▶ _WHAT THE EXERCISE ASKS_
Leave out the pictures and copy every record exactly.

(Stored items)

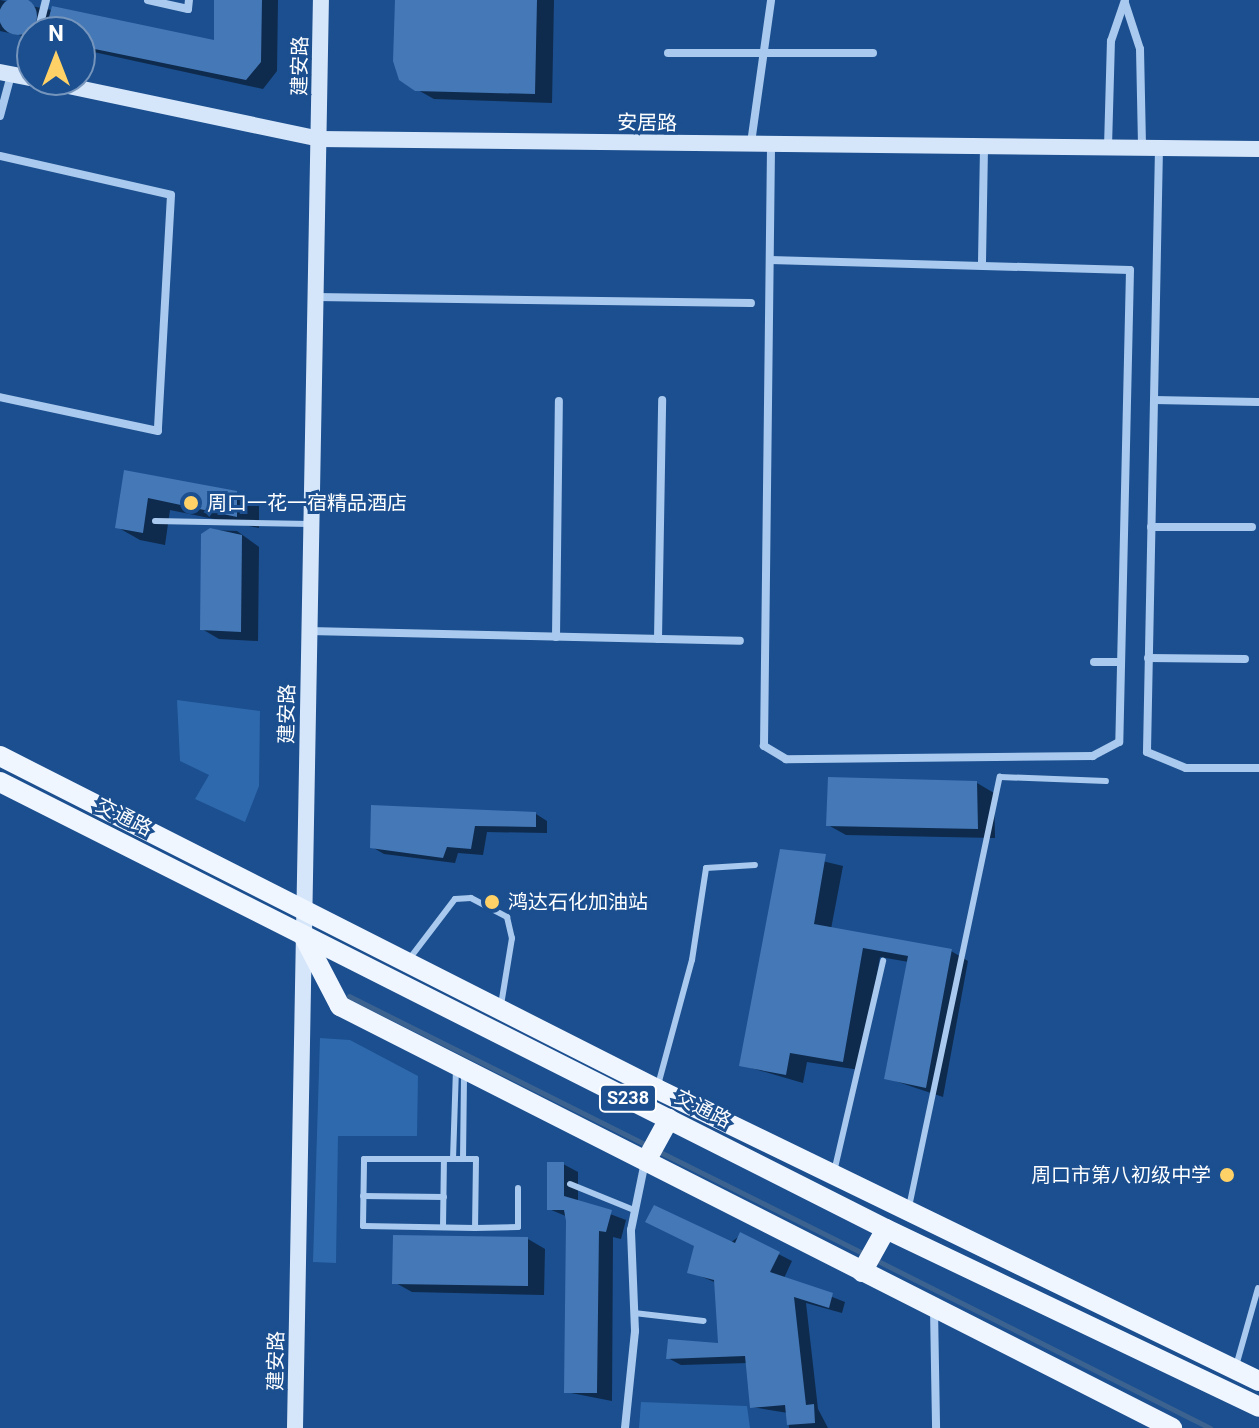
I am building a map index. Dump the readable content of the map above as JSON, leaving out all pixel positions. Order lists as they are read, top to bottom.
{
  "streets": {
    "main road": ["交通路", "S238"],
    "street": ["建安路", "安居路"]
  },
  "crossings": [
    ["建安路", "安居路"],
    ["建安路", "交通路"]
  ],
  "places": ["周口一花一宿精品酒店", "鸿达石化加油站", "周口市第八初级中学"],
  "north": "top"
}
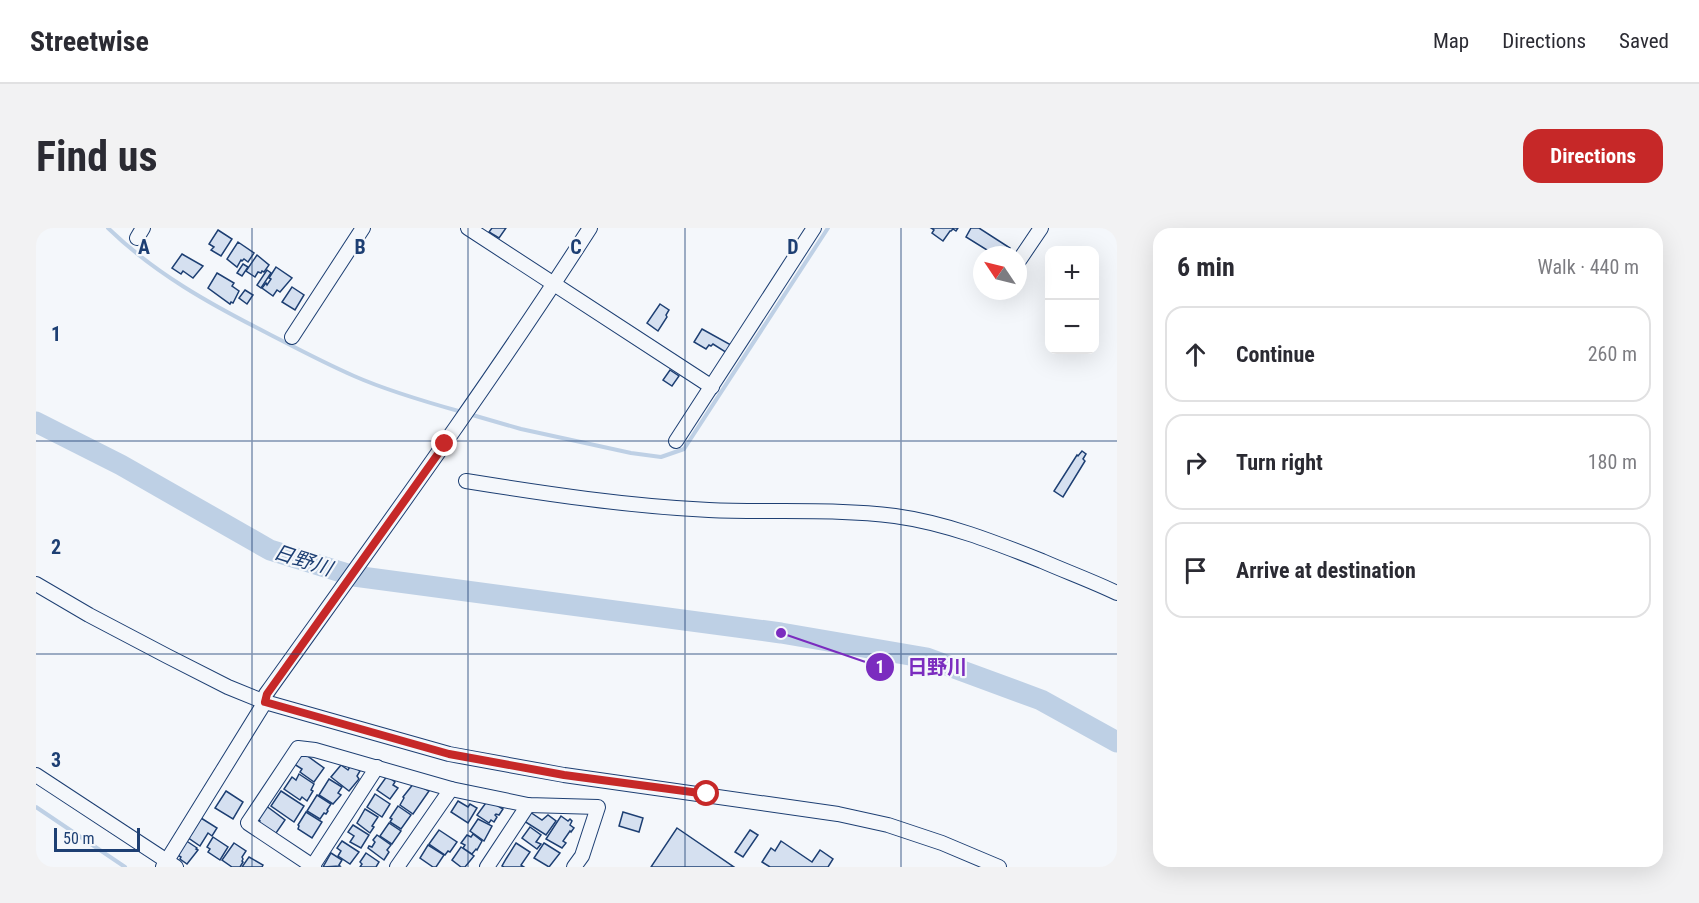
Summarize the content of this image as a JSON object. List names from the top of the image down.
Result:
{
  "water": ["日野川"],
  "places": ["日野川"],
  "scale_bar": "50 m",
  "north": "top left",
  "page": {
    "header": "Streetwise",
    "nav": ["Map", "Directions", "Saved"],
    "buttons": "Directions",
    "title": "Find us",
    "heading": ["6 min", "Walk · 440 m"],
    "map_buttons": ["+", "−"],
    "list": [
      ["Continue", "260 m"],
      ["Turn right", "180 m"],
      "Arrive at destination"
    ],
    "scale": "50 m"
  },
  "grid": {
    "columns": [
      "A",
      "B",
      "C",
      "D"
    ],
    "rows": ["1", "2", "3"]
  }
}
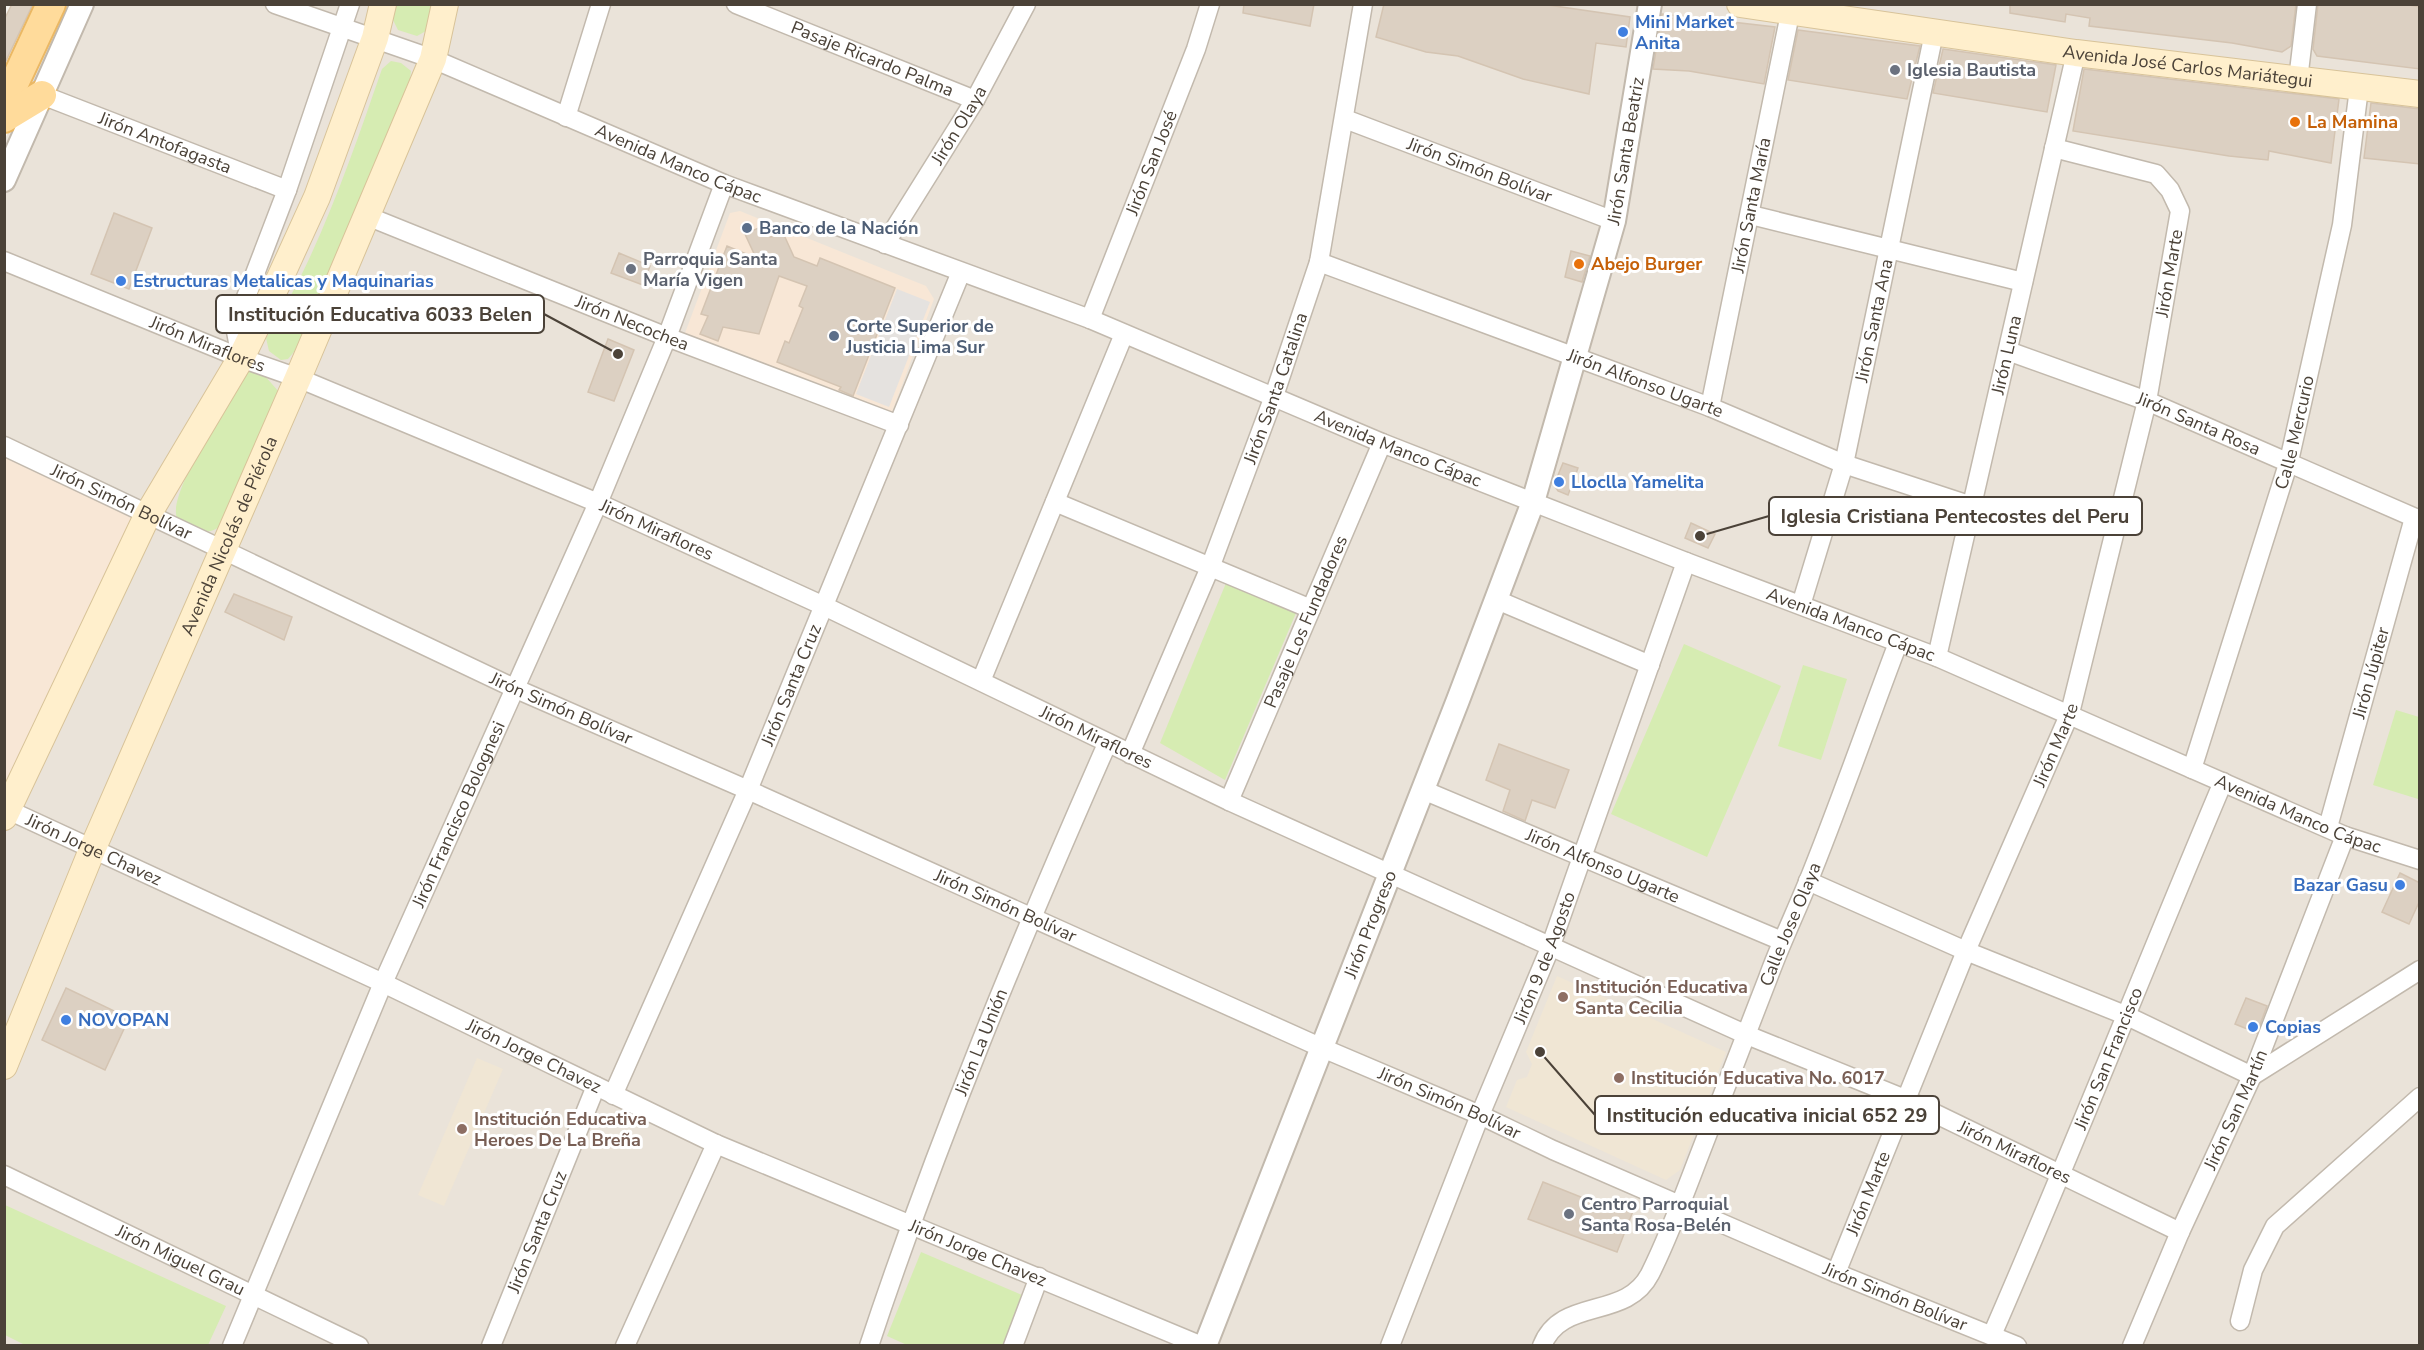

▶ _SOLUTION BELOW_
I am building a map index. Dump the readable content of the map above as JSON, leaving out all pixel positions. Order lists as they are read, top to bottom.
{
  "streets": {
    "main road": ["交通路", "S238"],
    "street": ["建安路", "安居路"]
  },
  "crossings": [
    ["建安路", "安居路"],
    ["建安路", "交通路"]
  ],
  "places": ["周口一花一宿精品酒店", "鸿达石化加油站", "周口市第八初级中学"],
  "north": "top"
}
Summarize the content of this image as a JSON object. List names from the top of the image down.
Result:
{
  "water": ["日野川"],
  "places": ["日野川"],
  "scale_bar": "50 m",
  "north": "top left",
  "page": {
    "header": "Streetwise",
    "nav": ["Map", "Directions", "Saved"],
    "buttons": "Directions",
    "title": "Find us",
    "heading": ["6 min", "Walk · 440 m"],
    "map_buttons": ["+", "−"],
    "list": [
      ["Continue", "260 m"],
      ["Turn right", "180 m"],
      "Arrive at destination"
    ],
    "scale": "50 m"
  },
  "grid": {
    "columns": [
      "A",
      "B",
      "C",
      "D"
    ],
    "rows": ["1", "2", "3"]
  }
}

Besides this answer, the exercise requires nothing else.